Return each line of the data below verbatim; pictures are to be left out.

- _Records for this exercise_:

- - -

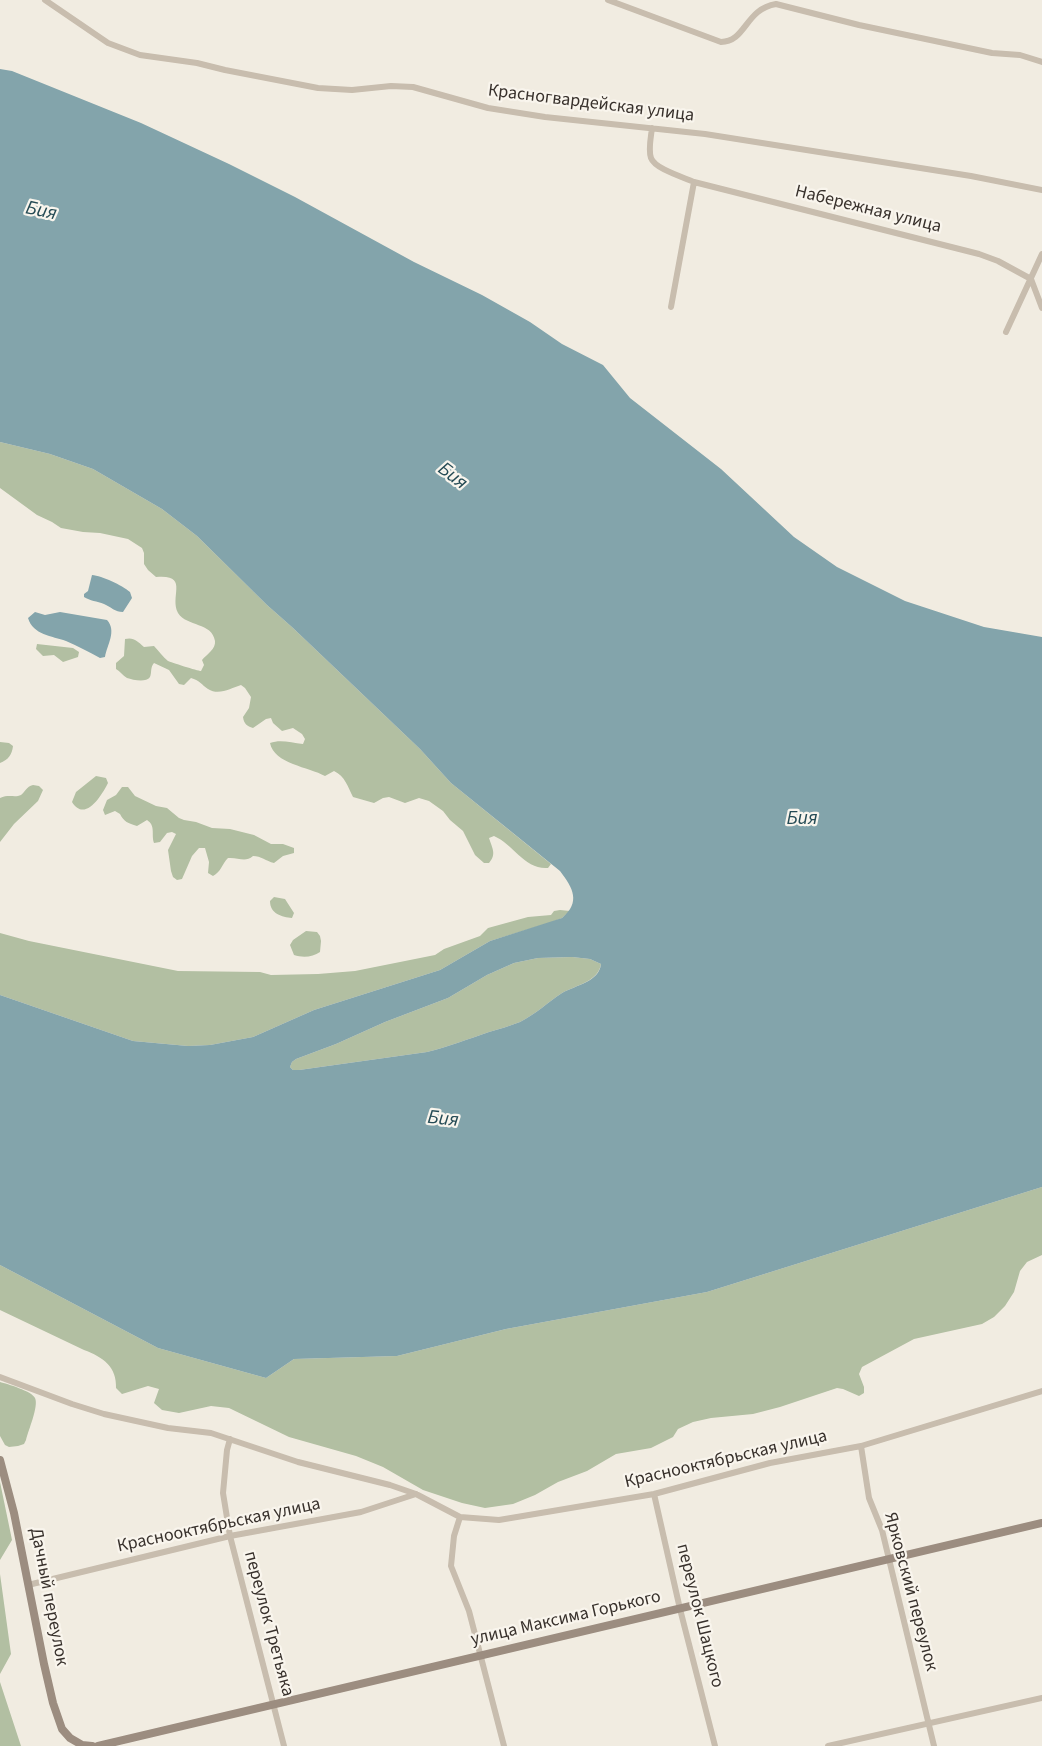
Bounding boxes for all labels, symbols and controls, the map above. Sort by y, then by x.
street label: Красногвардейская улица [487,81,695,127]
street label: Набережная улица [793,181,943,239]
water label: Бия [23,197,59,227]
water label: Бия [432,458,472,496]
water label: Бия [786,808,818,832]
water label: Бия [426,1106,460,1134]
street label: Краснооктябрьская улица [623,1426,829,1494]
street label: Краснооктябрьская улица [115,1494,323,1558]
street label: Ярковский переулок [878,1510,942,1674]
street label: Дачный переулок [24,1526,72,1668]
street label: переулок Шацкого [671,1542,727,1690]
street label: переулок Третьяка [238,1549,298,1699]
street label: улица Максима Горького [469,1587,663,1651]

- - -

- _Solution to this task_:
Bounding boxes for all labels, symbols and controls, the map above. Sort by y, then by x.
street label: Красногвардейская улица [487,81,695,127]
street label: Набережная улица [793,181,943,239]
water label: Бия [23,197,59,227]
water label: Бия [432,458,472,496]
water label: Бия [786,808,818,832]
water label: Бия [426,1106,460,1134]
street label: Краснооктябрьская улица [623,1426,829,1494]
street label: Краснооктябрьская улица [115,1494,323,1558]
street label: Ярковский переулок [878,1510,942,1674]
street label: Дачный переулок [24,1526,72,1668]
street label: переулок Шацкого [671,1542,727,1690]
street label: переулок Третьяка [238,1549,298,1699]
street label: улица Максима Горького [469,1587,663,1651]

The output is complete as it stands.